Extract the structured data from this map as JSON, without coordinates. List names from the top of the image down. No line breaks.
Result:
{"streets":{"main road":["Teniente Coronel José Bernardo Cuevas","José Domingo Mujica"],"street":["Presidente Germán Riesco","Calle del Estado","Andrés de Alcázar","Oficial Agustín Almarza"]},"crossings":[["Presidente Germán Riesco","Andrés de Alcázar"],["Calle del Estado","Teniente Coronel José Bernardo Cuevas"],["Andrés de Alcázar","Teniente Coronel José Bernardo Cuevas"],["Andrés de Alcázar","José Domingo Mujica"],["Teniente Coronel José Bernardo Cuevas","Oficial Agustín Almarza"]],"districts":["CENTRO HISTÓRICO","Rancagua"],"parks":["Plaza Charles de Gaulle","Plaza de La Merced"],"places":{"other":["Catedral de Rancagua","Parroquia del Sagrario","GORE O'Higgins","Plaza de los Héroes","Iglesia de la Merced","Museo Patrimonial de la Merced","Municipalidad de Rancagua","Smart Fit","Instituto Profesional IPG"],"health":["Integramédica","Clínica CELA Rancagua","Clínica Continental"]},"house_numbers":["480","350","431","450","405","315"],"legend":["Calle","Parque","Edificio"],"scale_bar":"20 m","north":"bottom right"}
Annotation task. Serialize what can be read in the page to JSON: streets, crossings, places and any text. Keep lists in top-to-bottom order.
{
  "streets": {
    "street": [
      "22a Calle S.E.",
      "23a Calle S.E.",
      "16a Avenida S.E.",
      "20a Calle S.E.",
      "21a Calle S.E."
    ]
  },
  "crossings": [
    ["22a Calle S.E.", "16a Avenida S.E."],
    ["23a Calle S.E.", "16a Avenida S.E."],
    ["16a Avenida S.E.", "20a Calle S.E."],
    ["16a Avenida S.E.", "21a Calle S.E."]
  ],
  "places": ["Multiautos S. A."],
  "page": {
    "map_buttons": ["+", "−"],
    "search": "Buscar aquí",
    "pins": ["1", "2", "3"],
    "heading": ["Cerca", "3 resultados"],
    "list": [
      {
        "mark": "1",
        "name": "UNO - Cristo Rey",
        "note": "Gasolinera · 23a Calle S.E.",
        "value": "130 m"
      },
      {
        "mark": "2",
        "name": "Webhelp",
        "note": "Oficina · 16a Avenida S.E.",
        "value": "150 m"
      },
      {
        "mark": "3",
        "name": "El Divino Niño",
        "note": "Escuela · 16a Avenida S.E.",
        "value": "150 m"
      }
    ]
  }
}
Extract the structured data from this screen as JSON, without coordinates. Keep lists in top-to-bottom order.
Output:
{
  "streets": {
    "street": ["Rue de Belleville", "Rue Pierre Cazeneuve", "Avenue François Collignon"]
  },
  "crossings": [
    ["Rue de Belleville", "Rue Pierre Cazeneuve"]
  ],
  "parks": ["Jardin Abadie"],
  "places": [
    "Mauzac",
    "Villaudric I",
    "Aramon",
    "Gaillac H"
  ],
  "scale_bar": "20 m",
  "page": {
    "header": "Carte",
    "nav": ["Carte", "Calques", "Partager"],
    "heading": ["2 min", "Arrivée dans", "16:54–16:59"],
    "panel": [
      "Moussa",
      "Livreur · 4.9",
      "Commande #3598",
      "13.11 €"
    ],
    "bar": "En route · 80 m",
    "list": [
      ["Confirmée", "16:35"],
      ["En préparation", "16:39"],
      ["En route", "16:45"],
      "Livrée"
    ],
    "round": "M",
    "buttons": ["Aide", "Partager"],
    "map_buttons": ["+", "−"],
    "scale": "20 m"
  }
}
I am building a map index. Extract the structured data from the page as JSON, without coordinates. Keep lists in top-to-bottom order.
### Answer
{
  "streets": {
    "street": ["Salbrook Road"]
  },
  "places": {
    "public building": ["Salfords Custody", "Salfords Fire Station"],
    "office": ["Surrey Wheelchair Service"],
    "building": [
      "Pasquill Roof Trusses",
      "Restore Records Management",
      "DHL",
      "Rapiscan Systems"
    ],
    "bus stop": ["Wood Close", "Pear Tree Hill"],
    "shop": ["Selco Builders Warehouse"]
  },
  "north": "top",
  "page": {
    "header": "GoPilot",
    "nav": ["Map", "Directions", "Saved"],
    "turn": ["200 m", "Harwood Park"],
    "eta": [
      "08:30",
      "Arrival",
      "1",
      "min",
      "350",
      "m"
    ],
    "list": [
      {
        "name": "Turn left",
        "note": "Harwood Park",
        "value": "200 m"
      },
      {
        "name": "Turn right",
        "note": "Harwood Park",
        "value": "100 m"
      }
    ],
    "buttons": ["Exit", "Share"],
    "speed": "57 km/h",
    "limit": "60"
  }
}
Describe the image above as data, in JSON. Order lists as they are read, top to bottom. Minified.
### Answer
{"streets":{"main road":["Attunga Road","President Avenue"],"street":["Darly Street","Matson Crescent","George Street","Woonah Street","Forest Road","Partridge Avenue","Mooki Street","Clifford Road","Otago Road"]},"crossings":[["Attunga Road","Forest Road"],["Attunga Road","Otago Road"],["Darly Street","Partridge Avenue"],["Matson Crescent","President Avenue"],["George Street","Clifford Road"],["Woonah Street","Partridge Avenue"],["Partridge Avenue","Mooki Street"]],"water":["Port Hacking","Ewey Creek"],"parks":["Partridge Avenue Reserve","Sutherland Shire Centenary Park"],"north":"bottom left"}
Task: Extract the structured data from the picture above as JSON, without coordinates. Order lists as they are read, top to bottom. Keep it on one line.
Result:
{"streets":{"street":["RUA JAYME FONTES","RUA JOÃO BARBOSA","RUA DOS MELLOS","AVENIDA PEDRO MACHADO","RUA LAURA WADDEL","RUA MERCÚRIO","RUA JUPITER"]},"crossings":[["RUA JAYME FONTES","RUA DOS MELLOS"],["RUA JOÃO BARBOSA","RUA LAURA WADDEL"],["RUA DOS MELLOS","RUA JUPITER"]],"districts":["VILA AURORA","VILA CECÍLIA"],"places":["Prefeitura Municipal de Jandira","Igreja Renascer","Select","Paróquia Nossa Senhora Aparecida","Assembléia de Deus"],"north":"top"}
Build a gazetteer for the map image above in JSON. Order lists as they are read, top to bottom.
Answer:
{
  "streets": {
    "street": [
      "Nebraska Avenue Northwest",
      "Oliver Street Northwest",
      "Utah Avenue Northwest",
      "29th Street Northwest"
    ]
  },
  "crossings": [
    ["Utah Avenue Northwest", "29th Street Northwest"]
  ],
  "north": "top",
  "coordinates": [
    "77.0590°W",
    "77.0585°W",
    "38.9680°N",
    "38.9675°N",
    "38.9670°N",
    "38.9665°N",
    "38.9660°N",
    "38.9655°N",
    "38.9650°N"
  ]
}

------

Report every line of the data above that contains the string "this" by copying it in full.

### SOLUTION TO THE EXERCISE
Extract the structured data from this map as JSON, without coordinates. List names from the top of the image down. No line breaks.
Extract the structured data from this screen as JSON, without coordinates. Keep lists in top-to-bottom order.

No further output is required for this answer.